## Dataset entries
※ ※ ※

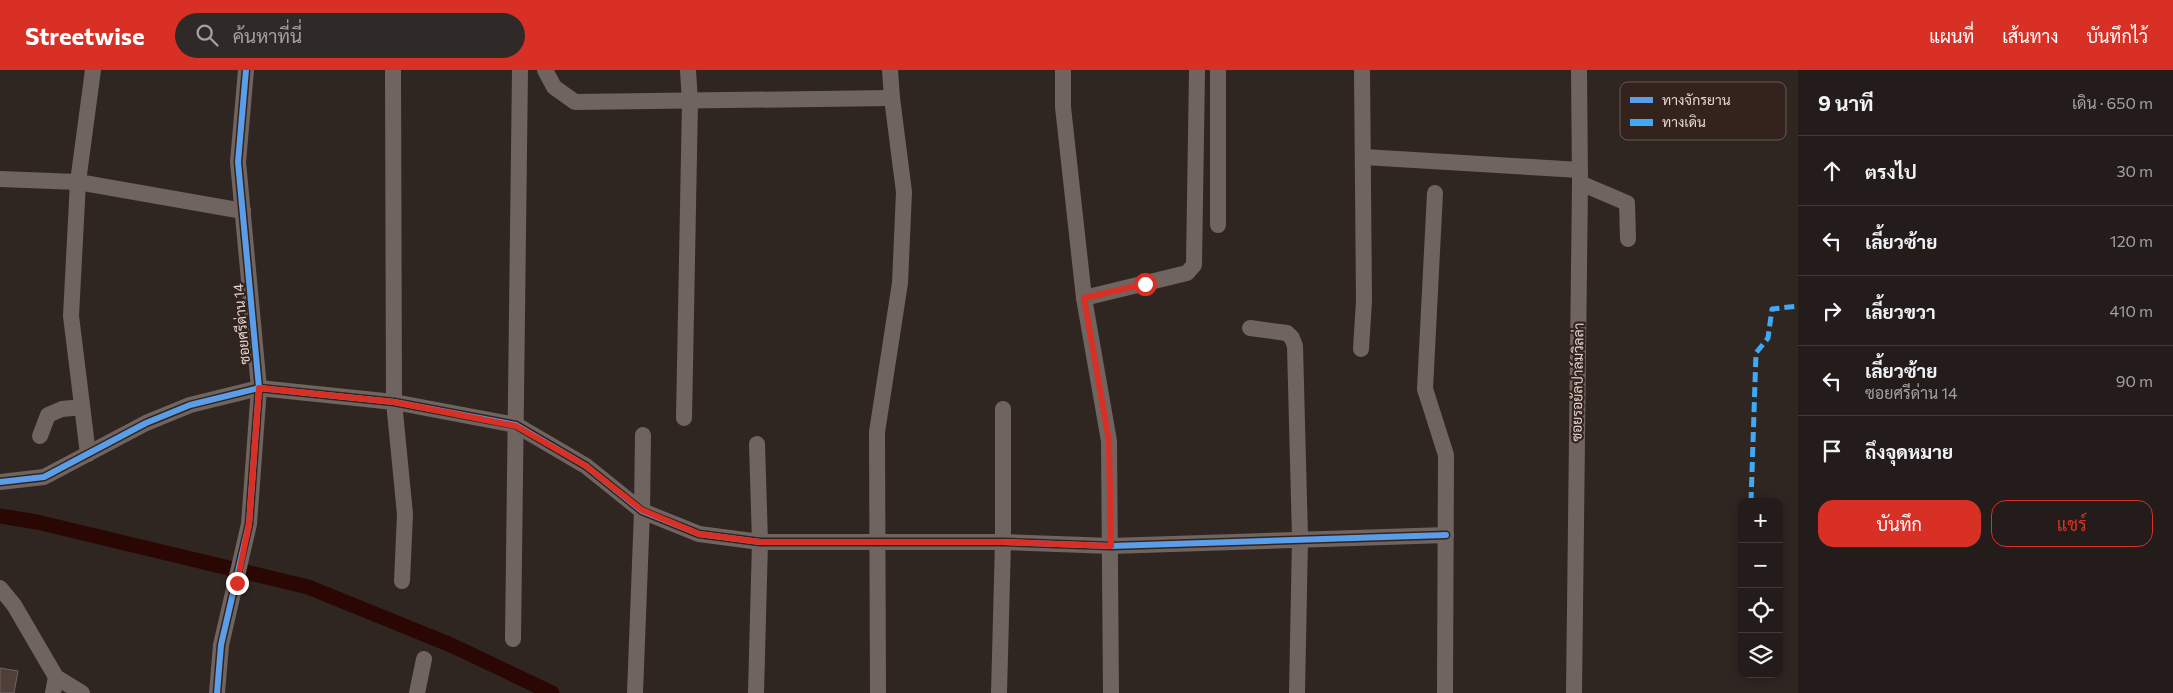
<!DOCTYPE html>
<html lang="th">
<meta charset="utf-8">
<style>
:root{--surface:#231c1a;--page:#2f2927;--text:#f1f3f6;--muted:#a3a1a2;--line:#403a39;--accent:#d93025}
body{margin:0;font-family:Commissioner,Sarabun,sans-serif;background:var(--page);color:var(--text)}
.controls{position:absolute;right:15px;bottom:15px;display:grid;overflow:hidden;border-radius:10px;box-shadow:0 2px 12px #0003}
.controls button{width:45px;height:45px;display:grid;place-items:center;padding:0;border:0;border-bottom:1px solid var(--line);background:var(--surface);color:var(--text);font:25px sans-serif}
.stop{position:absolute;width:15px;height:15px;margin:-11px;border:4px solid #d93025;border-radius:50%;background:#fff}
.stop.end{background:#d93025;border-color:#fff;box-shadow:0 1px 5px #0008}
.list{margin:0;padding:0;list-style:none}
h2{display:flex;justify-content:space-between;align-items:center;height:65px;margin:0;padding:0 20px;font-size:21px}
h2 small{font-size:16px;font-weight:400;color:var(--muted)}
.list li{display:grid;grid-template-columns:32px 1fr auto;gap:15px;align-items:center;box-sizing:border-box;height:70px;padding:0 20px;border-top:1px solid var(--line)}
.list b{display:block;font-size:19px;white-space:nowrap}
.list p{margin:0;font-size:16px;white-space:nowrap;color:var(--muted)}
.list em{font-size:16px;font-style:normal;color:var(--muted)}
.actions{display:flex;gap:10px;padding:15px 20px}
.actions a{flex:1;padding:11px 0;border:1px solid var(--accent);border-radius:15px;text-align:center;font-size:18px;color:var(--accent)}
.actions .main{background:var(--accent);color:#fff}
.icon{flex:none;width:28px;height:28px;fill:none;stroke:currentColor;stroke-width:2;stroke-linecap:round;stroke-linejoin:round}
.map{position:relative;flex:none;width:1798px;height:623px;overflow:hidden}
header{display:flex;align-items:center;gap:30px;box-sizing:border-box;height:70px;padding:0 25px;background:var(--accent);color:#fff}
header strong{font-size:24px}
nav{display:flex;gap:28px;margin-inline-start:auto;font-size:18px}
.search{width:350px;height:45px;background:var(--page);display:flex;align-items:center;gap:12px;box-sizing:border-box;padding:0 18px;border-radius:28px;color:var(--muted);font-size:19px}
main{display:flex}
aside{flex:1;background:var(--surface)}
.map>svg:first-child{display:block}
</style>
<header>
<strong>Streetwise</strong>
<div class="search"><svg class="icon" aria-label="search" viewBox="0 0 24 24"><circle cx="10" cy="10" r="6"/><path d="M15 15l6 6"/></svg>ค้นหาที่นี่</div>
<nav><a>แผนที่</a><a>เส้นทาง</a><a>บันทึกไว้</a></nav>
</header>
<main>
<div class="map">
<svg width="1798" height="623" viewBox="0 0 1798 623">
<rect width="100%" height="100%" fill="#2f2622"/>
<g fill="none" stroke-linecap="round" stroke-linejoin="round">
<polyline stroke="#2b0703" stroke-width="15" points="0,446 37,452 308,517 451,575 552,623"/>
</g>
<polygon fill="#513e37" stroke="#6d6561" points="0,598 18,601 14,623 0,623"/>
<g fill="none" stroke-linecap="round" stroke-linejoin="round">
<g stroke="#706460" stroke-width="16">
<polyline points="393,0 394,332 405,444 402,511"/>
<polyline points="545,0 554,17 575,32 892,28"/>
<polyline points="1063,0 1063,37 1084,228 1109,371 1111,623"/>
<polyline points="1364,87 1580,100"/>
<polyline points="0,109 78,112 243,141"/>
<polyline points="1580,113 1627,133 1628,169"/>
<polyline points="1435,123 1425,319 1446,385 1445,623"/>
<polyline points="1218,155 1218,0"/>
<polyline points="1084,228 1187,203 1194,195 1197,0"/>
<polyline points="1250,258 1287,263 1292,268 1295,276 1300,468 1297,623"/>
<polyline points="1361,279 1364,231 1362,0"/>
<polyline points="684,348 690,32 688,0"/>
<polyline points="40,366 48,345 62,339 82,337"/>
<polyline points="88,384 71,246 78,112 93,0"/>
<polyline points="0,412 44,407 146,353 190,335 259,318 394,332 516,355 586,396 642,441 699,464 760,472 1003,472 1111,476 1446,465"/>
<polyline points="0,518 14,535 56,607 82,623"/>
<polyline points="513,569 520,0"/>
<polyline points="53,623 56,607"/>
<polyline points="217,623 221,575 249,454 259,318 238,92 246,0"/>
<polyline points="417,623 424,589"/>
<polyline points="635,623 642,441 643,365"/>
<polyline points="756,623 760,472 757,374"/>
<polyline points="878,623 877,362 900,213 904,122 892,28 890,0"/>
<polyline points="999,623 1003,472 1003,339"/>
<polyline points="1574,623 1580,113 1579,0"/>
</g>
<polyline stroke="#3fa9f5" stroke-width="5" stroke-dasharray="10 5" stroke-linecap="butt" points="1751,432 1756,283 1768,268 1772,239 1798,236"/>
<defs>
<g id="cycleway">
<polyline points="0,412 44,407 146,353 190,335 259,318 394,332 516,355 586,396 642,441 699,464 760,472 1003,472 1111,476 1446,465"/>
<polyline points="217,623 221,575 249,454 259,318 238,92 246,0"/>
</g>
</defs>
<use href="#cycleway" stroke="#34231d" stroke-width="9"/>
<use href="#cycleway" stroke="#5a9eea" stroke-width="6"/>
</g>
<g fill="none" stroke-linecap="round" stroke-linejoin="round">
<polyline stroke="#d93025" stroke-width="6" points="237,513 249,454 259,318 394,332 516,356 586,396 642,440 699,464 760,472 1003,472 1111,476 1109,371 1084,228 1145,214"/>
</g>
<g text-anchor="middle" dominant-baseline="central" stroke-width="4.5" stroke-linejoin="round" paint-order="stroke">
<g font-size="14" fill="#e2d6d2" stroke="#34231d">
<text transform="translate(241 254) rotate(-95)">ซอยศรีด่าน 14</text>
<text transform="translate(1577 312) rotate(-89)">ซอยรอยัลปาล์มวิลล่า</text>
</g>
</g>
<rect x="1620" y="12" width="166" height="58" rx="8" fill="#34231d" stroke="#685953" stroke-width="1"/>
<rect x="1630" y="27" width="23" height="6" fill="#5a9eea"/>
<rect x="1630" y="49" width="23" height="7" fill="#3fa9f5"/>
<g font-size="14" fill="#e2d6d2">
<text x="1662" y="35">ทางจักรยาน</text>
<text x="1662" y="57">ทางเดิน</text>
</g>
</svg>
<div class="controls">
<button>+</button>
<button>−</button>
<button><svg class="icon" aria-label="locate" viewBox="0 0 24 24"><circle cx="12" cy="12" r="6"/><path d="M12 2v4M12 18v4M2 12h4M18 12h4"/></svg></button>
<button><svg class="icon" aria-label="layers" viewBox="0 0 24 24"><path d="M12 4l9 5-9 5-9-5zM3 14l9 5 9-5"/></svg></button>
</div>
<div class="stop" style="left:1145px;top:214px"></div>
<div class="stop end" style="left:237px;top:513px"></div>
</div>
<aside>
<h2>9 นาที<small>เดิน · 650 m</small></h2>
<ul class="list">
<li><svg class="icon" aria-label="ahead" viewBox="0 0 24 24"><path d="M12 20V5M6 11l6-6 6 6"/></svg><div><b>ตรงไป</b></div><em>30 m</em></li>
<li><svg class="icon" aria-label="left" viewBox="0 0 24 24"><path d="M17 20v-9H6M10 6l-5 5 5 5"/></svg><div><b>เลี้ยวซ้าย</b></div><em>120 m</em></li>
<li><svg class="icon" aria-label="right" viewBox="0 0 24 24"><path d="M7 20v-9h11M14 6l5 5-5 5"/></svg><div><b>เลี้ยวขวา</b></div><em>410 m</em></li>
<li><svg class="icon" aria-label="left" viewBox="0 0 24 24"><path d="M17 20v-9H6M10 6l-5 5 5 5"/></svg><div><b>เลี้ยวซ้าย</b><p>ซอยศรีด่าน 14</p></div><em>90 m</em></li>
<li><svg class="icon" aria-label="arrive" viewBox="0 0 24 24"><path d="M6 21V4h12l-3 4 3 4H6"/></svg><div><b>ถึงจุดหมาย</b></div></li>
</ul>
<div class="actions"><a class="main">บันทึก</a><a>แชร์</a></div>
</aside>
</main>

※ ※ ※

## Aim of the task
Extract every line above containing the word "main".

## Solved exercise
.actions .main{background:var(--accent);color:#fff}
main{display:flex}
<main>
<div class="actions"><a class="main">บันทึก</a><a>แชร์</a></div>
</main>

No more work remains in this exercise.